> Task objective: If a line of the material contains "down", copy it.

> Provided data:
'''

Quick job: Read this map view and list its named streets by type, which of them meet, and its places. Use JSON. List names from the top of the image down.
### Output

'''
'''

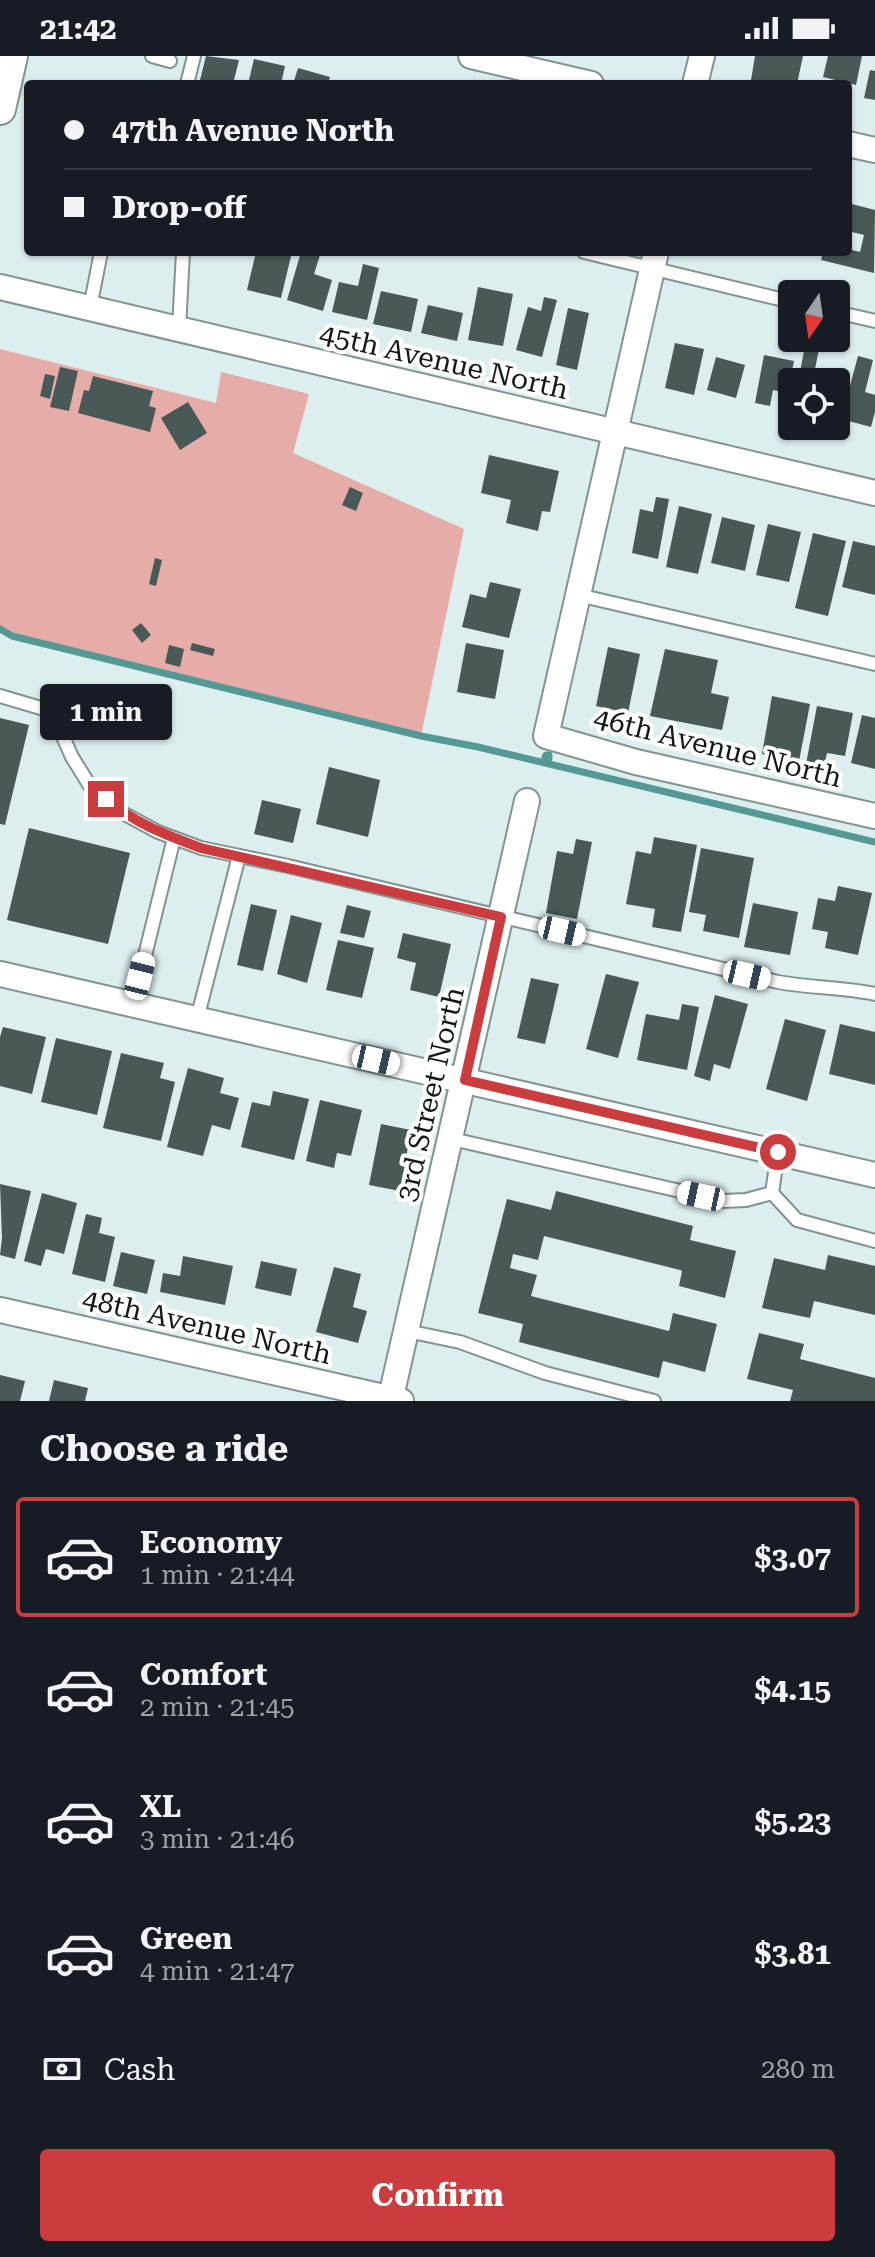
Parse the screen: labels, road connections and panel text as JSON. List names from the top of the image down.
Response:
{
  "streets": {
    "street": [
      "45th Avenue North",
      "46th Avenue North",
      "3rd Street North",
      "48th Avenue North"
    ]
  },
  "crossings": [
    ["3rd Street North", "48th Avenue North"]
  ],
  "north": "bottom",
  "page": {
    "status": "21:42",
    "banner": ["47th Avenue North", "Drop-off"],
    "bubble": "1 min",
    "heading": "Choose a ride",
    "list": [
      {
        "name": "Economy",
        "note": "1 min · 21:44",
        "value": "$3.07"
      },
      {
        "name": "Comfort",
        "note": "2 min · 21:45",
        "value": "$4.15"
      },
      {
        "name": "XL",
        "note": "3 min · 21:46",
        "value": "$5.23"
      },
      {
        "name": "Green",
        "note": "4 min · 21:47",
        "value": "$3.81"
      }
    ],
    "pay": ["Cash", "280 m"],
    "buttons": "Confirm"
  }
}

'''

> Task solution:
Quick job: Read this map view and list its named streets by type, which of them meet, and its places. Use JSON. List names from the top of the image down.
Parse the screen: labels, road connections and panel text as JSON. List names from the top of the image down.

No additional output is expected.